::: Data shown

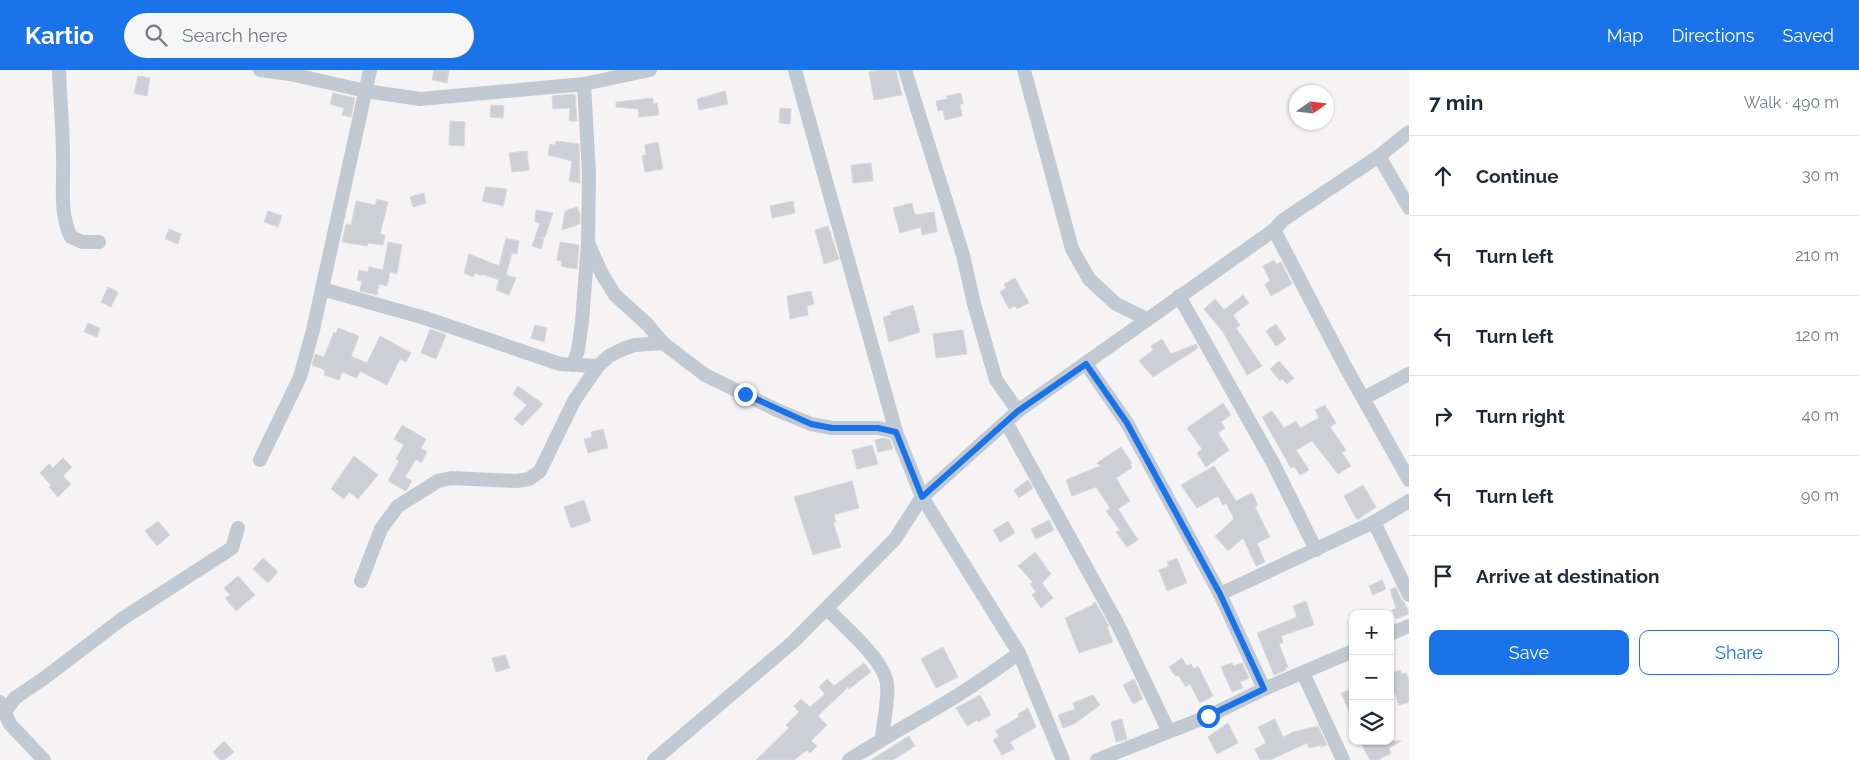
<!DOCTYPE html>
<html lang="en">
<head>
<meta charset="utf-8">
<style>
	:root { --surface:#fff; --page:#f6f6f7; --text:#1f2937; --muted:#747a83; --line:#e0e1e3; --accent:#1a73e8 }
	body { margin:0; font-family:Raleway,sans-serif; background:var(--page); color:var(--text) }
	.controls { position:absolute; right:15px; bottom:15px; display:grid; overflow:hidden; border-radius:10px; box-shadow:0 1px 4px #0004 }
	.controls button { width:45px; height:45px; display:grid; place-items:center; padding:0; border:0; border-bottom:1px solid var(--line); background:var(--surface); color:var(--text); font:25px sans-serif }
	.compass { position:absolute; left:1289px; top:15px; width:45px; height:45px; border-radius:50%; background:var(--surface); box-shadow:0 1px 4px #0004; rotate:76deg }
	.stop { position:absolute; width:15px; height:15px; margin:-11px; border:4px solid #1a73e8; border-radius:50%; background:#fff }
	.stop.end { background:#1a73e8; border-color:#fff; box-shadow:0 1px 5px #0008 }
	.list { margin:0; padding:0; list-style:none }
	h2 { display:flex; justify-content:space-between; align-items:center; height:65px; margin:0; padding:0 20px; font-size:21px }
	h2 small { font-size:16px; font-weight:400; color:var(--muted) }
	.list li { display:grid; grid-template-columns:32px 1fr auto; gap:15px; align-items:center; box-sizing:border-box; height:80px; padding:0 20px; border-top:1px solid var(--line) }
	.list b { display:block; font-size:19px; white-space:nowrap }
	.list em { font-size:16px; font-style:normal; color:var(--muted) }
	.actions { display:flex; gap:10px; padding:15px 20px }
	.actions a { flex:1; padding:11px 0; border:1px solid var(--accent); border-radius:10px; text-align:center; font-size:18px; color:var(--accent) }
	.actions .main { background:var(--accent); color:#fff }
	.icon { flex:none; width:28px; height:28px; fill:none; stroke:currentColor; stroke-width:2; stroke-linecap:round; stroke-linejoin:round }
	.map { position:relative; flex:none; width:1409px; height:690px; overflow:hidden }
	header { display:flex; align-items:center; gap:30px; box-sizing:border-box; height:70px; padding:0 25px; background:var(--accent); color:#fff }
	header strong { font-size:24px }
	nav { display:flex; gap:28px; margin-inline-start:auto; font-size:18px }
	.search { width:350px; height:45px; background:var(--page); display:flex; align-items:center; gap:12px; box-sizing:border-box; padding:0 18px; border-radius:28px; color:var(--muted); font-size:19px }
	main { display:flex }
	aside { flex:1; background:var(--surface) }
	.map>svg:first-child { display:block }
	.building { fill:#cdcfd5; stroke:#d7d9de }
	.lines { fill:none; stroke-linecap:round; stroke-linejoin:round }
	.minor { stroke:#c1cad2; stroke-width:14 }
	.route { stroke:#1a73e8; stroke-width:6 }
</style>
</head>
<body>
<header>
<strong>Kartio</strong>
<div class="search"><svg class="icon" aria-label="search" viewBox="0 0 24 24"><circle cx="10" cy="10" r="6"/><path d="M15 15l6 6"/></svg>Search here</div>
<nav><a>Map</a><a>Directions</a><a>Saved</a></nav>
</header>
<main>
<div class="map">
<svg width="1409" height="690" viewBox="0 0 1409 690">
	<rect width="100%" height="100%" fill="#f5f3f3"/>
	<!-- building -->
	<g class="building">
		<polygon points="434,0 449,0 447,13 432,10"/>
		<polygon points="881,0 896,0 902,25 874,30 869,2"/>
		<polygon points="138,6 150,8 147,26 134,23"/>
		<polygon points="725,21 728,34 699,40 697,29"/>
		<polygon points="333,23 355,28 351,47 342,45 344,38 330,34"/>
		<polygon points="961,23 963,34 960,34 962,46 945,50 943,40 938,41 936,31 947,29 946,26"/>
		<polygon points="575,24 577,51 569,51 570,38 553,39 552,26"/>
		<polygon points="653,28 653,34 657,33 659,45 639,47 638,39 616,37 616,32"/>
		<polygon points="491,35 504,36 503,48 490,47"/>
		<polygon points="780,38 791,39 790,54 779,53"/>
		<polygon points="450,51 465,52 464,76 449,75"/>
		<polygon points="556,71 579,74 580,113 569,111 572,91 548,85 550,74 555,75"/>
		<polygon points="658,72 663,99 645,102 642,86 646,85 645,75"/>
		<polygon points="527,81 529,100 512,102 509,83"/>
		<polygon points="871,93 873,111 853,113 851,95"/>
		<polygon points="486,117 507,119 503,136 482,131"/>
		<polygon points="424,123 426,133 413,137 410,127"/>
		<polygon points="377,129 388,132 380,164 385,165 383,175 368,173 367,176 342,172 346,154 351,155 356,131 375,135"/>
		<polygon points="793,131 795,143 772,148 770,136"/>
		<polygon points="912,133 915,145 934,142 937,162 922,165 921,157 900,163 893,138"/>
		<polygon points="577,137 580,144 580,154 562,160 565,141"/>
		<polygon points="536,140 553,143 545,167 539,168 544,169 541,179 532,176 540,153 535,152"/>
		<polygon points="268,141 282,146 278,157 264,152"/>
		<polygon points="828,156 839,189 824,194 815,160"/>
		<polygon points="169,159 181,164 178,174 165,169"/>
		<polygon points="506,168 519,171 517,184 512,183 506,205 516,208 509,225 496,220 499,210 482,204 481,206 475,203 473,207 464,203 469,184 499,196"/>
		<polygon points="388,172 402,175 397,204 390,202 387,216 379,214 377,225 360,221 362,211 357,210 359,200 368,202 369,197 383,200"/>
		<polygon points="560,172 579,175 577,199 564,197 561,196 562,191 557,190"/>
		<polygon points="1274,190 1276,194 1281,192 1292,214 1271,226 1265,214 1270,211 1263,196"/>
		<polygon points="1015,208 1029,233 1017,239 1015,236 1009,239 1000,222 1006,218 1004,214"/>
		<polygon points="108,217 118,222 111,237 101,232"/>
		<polygon points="811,221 814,234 807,236 808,245 790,249 787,226"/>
		<polygon points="1243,225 1249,233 1233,245 1240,255 1236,258 1262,296 1247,305 1223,262 1204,239 1215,229 1224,240"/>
		<polygon points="913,235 920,262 889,272 883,247 891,245 890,242"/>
		<polygon points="88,253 100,258 97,267 84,262"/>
		<polygon points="1276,254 1286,269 1276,276 1266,261"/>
		<polygon points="535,255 547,258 544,272 531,268"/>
		<polygon points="338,258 359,266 351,286 367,293 380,266 411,283 406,292 400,289 387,315 360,301 357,308 342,302 339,310 324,305 325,300 312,295 315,284 324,287 334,262 336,263"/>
		<polygon points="430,259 446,265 436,289 421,283"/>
		<polygon points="963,260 967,284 936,288 933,264"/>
		<polygon points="1162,269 1171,284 1196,274 1198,278 1153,307 1139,291 1153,280 1151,276"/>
		<polygon points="1279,291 1294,308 1287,314 1282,309 1280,311 1270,299"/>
		<polygon points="518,316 543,334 522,356 514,349 527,335 513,324"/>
		<polygon points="1223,333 1231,345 1221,352 1225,358 1218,363 1229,380 1206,397 1197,383 1202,379 1187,358"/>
		<polygon points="1325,335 1336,353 1330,357 1346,380 1342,383 1351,396 1338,404 1312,371 1296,380 1309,400 1300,405 1294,396 1291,398 1262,347 1272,341 1284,358 1296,351 1300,358 1319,348 1315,340"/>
		<polygon points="402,355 426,369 421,378 427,382 421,393 416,389 405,407 412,411 406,421 388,411 399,391 396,389 404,375 394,369"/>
		<polygon points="603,359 608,378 588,383 584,369 592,367 591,362"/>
		<polygon points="883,368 890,370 893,379 878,382 875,370"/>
		<polygon points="872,375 878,394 857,399 852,380"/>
		<polygon points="1121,377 1132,393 1130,394 1132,398 1116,408 1130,431 1118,439 1138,470 1127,477 1116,462 1120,460 1106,441 1110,438 1096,417 1072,426 1066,410 1100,396 1097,393"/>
		<polygon points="354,386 378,405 358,429 349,422 344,429 331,419"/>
		<polygon points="63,388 72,397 63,406 71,414 58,427 49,417 51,415 40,403 49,394 53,398"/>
		<polygon points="1214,396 1236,431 1252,423 1258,435 1255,437 1270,467 1257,473 1265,492 1256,496 1243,468 1228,481 1215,466 1234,449 1226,433 1223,435 1218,426 1197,438 1181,415"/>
		<polygon points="1028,410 1033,418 1019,428 1014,420"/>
		<polygon points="852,411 859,438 834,445 836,452 833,452 841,477 813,485 794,427"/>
		<polygon points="1363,415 1376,437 1357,450 1344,426"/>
		<polygon points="584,430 591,451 571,458 564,437"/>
		<polygon points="1049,450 1054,460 1036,469 1031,459"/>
		<polygon points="158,451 170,465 157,476 145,461"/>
		<polygon points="1008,451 1015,463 1000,472 993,460"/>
		<polygon points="1035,482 1051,504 1042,513 1053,528 1041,538 1032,525 1036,522 1030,514 1033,512 1018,496"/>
		<polygon points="263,488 278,502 268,513 253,499"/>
		<polygon points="1177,488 1187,513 1167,521 1159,500 1169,496 1167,492"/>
		<polygon points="238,506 255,525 236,541 225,528 230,525 224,518"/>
		<polygon points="1382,510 1386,519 1373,525 1369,516"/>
		<polygon points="1396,517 1401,529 1405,533 1409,544 1396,549 1392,540 1396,538 1390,520"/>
		<polygon points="1306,531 1314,555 1281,566 1283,572 1279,574 1288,597 1285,598 1286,600 1274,605 1257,563 1297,547 1293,536"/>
		<polygon points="1095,532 1109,556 1107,557 1113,572 1079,583 1065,548 1093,535 1093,533"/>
		<polygon points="943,577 958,607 936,618 921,589"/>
		<polygon points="505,585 510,598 496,602 492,588"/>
		<polygon points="1182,588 1187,596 1191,594 1194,599 1198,596 1213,626 1200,633 1190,614 1186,617 1178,605 1176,607 1169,597"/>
		<polygon points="864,593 871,602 849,619 848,617 818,646 827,655 811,671 817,676 810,683 807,680 794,690 756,690 789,658 786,655 799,642 794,636 801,629 810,637 825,624 819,617 827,609 834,616"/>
		<polygon points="1232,593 1233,596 1242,593 1249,608 1240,612 1243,618 1232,622 1221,597"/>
		<polygon points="1400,600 1402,604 1406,603 1409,610 1409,632 1399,635 1395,624 1390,626 1390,604"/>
		<polygon points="1134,609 1143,629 1133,634 1123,615"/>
		<polygon points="1353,619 1353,650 1341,623"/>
		<polygon points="980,625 991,645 978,652 977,650 967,656 956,638"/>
		<polygon points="1093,625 1100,635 1074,654 1063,658 1058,645 1075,639 1073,633"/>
		<polygon points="1028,638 1036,657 1010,672 1014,679 1002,685 993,670 999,666 995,661 1019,647 1018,644"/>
		<polygon points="1122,649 1127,669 1116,672 1111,652"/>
		<polygon points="1275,649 1283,667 1293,662 1318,656 1327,675 1321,677 1321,675 1309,678 1307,673 1270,690 1260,690 1255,679 1266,673 1258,657"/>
		<polygon points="1228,653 1238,673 1217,684 1208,667"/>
		<polygon points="909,666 915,676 893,690 871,690"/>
		<polygon points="224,671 234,682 224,690 220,690 213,682"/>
		<polygon points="1360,671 1401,671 1389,678 1391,683 1378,690 1370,690"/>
	</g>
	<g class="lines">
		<!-- minor -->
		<g class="minor">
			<path d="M59 0C60 29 63 59 63 88 64 114 59 143 71 167L82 172H99"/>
			<polyline points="260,0 290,4 366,21 420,29 584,14 650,0"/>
			<polyline points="795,0 896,362 922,427 1019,583 1063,690"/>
			<polyline points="905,0 963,185 974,234 996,310 1018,341"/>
			<polyline points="1024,0 1072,179 1089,209 1116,234 1147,249"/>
			<polyline points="1379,86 1409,138"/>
			<polyline points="1274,160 1345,296 1409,410"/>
			<polyline points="588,173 602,204 615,225 647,254 663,273 705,305 777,340 811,354 832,358 878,358 896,362"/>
			<polyline points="322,219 425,248 560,294 598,296"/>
			<polyline points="1179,226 1273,393 1316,480"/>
			<polyline points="1086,294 1127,353 1220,524 1264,619"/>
			<polyline points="573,295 578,280 582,252 588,173 589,103 584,14"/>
			<polyline points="1364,328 1409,304"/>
			<polyline points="1006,352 1118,555 1168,660"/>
			<polyline points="260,390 300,307 313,260 370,0"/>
			<polyline points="1374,452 1409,525"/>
			<polyline points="361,511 381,459 398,436 438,411 451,408 516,411 529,409 540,401 574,331 598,296 609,286 623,279 635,275 663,273"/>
			<polyline points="1220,524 1374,452 1409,431"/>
			<path d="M827 539C844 556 885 591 887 614 889 630 883 652 882 669"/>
			<polyline points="1390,564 1409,556"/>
			<polyline points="1303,603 1343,690"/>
			<polyline points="0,632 10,654 44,690"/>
			<polyline points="4,643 15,628 43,609 122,549 232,478 238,458"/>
			<polyline points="654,690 793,572 895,469 922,427 1018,341 1274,160 1283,150 1379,86 1409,62"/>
			<path d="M849 690C877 672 906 656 935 639 964 622 992 603 1019 583"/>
			<polyline points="1097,690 1209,646 1264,619 1353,581"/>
		</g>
	</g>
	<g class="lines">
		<!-- route -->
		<polyline class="route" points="745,324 811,354 832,358 878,358 896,362 922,427 1018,341 1086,294 1127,353 1220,524 1264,619 1208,646"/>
	</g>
</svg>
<div class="controls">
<button>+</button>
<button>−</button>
<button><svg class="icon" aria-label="layers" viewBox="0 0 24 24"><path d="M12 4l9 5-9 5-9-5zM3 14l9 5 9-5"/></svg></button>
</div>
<svg class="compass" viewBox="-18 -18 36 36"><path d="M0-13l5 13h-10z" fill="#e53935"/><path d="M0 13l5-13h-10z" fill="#747a83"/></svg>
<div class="stop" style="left:1208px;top:646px"></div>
<div class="stop end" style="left:745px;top:324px"></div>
</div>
<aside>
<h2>7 min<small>Walk · 490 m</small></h2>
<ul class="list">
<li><svg class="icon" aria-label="ahead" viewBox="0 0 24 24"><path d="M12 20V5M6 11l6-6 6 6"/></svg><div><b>Continue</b></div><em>30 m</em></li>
<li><svg class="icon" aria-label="left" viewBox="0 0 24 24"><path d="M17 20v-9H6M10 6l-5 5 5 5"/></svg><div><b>Turn left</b></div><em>210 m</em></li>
<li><svg class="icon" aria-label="left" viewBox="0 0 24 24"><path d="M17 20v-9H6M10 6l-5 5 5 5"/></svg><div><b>Turn left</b></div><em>120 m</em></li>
<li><svg class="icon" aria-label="right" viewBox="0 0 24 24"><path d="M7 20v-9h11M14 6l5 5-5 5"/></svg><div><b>Turn right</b></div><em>40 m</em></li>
<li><svg class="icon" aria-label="left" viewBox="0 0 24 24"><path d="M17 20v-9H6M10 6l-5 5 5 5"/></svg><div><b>Turn left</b></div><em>90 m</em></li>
<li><svg class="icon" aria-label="arrive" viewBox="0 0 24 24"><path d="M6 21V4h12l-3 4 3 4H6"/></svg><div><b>Arrive at destination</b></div></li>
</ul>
<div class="actions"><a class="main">Save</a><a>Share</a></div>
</aside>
</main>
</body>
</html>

::::::

Scan the listing above. Collect all lines with the word "body".

	body { margin:0; font-family:Raleway,sans-serif; background:var(--page); color:var(--text) }
<body>
</body>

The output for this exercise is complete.